PESHAWAR -- The Peshawar High Court has ordered the National Database and Registration Authority (Nadra) to unblock Computerised National Identity Card (CNIC) of a transgender person.

The court observed that a transgender had the right to freedom of expression and opinion regardless of his sexual orientation or gender identity.

A bench consisting of PHC Chief Justice Musarrat Hilali and Justice Shakeel Ahmad accepted a petition filed by a transgender person Shah Fahad alias Katrina against blocking of his CNIC on the orders of an additional district and sessions judge issued on March 4, 2019 and April 19, 2019.

The petitioner was fraudulently mentioned as surety for accused persons in two criminal cases when they were released on bail. When the accused started absconding, the court had issued non-bailable arrest warrants of the petitioner with the direction to Nadra to block his CNIC.

Rules people have rights regardless of their sexual orientation

Advocate Umair Iqbal appeared for the petitioner and said that traumatic experiences were faced by members of the transgender community. He argued that every member of that community including the petitioner had legal rights to be treated in accordance with law in terms of Article 4 of the Constitution and to espouse and determine their identity.

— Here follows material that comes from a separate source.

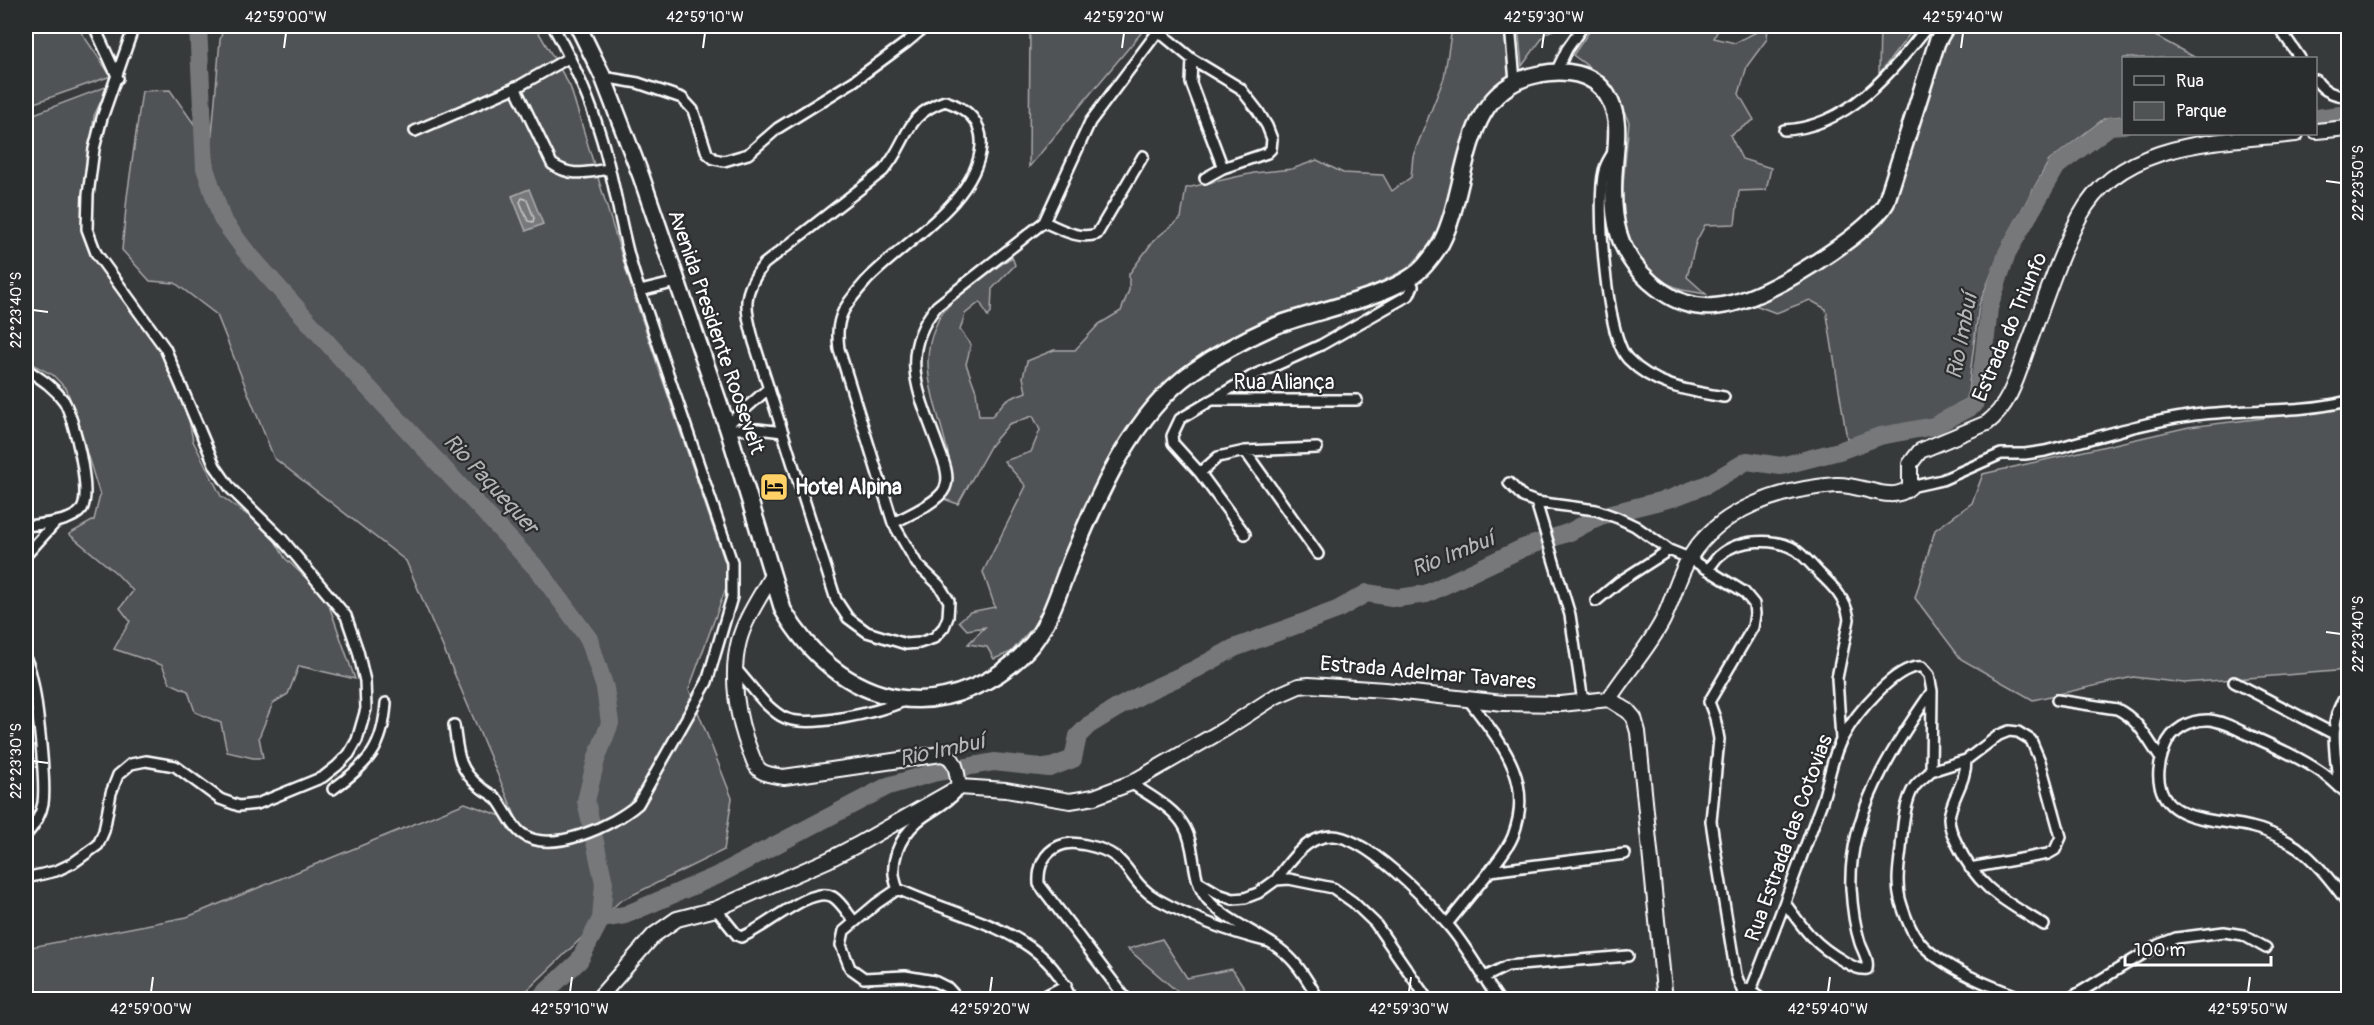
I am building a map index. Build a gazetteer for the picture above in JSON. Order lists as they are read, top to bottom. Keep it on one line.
{"streets":{"main road":["Avenida Presidente Roosevelt"],"street":["Estrada do Triunfo","Rua Aliança","Estrada Adelmar Tavares","Rua Estrada das Cotovias"]},"water":["Rio Imbuí","Rio Paquequer"],"places":{"hotel":["Hotel Alpina"]},"legend":["Rua","Parque"],"scale_bar":"100 m","coordinates":["42°59'00\"W","42°59'10\"W","42°59'20\"W","42°59'30\"W","42°59'40\"W","22°23'50\"S","22°23'40\"S","22°23'30\"S","42°59'50\"W"]}
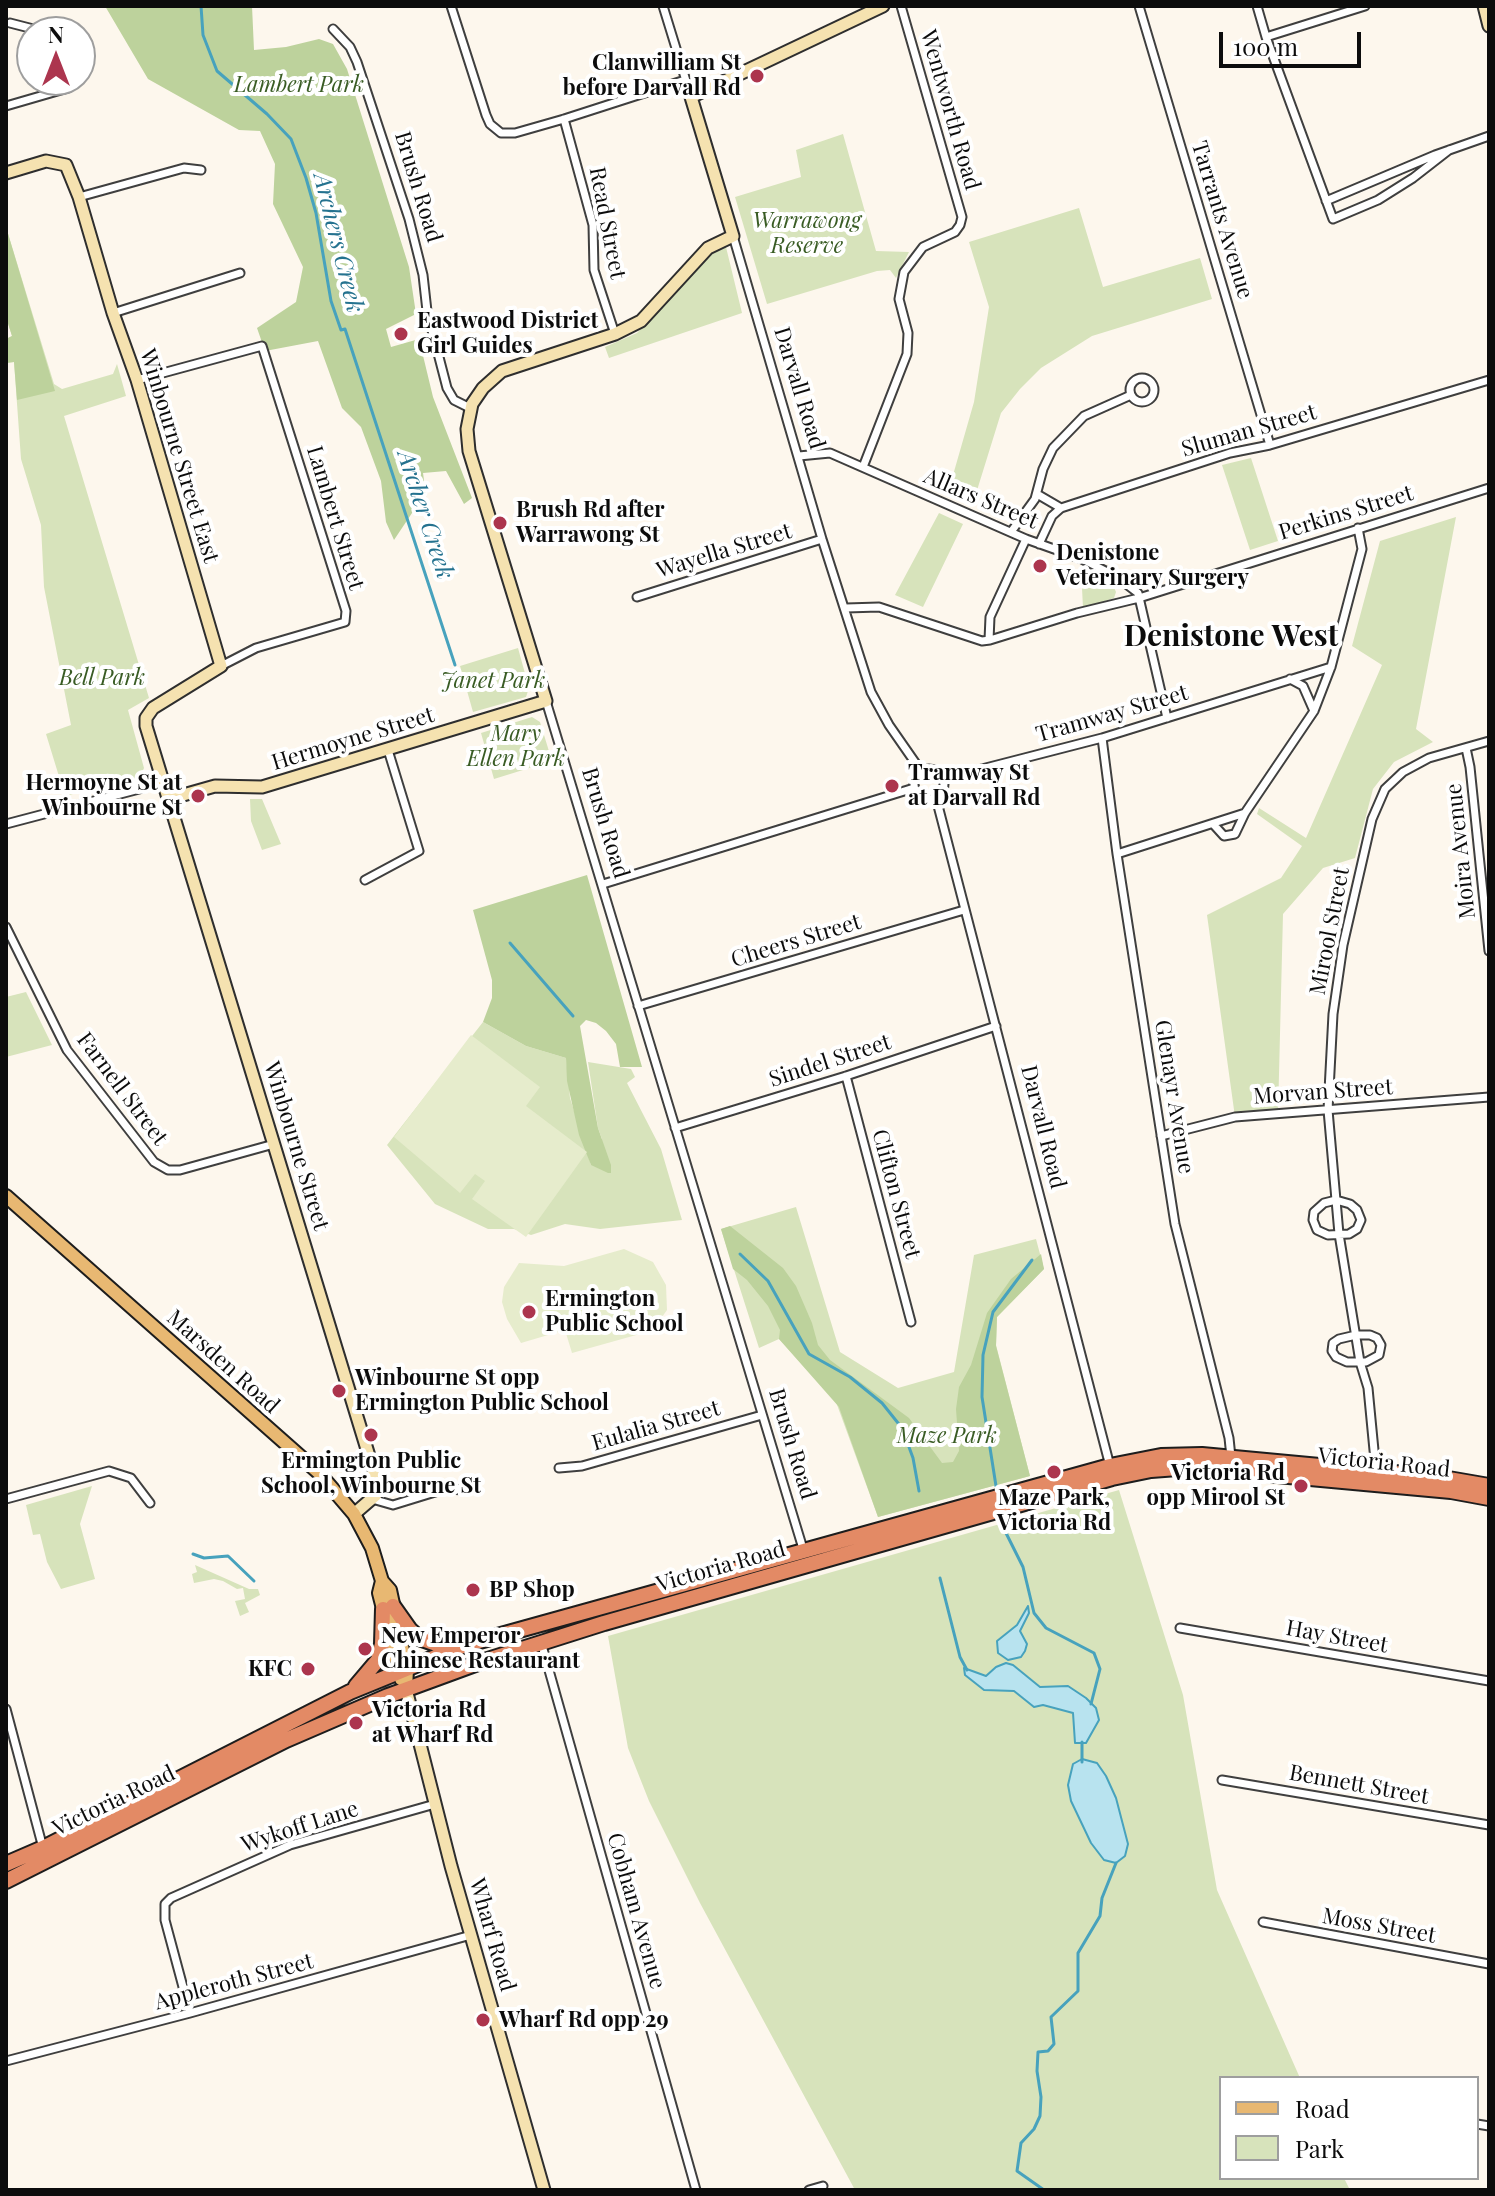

He said that since transgender persons were neither treated as male or female, nor given the status of third gender, they were being deprived of many rights and privileges, which other persons were enjoying as citizens of the country.

About the case of his client, the counsel stated that in a narcotics case in 2014 bail was granted to a woman accused and in her surety bonds the name of the petitioner was mentioned by someone and thus he was shown as one of the sureties. Subsequently, during inquiry, the Forensic Science Laboratory (FSL) found the signature of the petitioner on the surety bonds as forged and he was absolved of the liability as surety by the court.

However, the petitioner was shocked when he learnt about two FIRs wherein he was shown as surety of two other accused persons, who had been absconding, and the additional sessions judge had ordered blocking his CNIC through the two impugned orders.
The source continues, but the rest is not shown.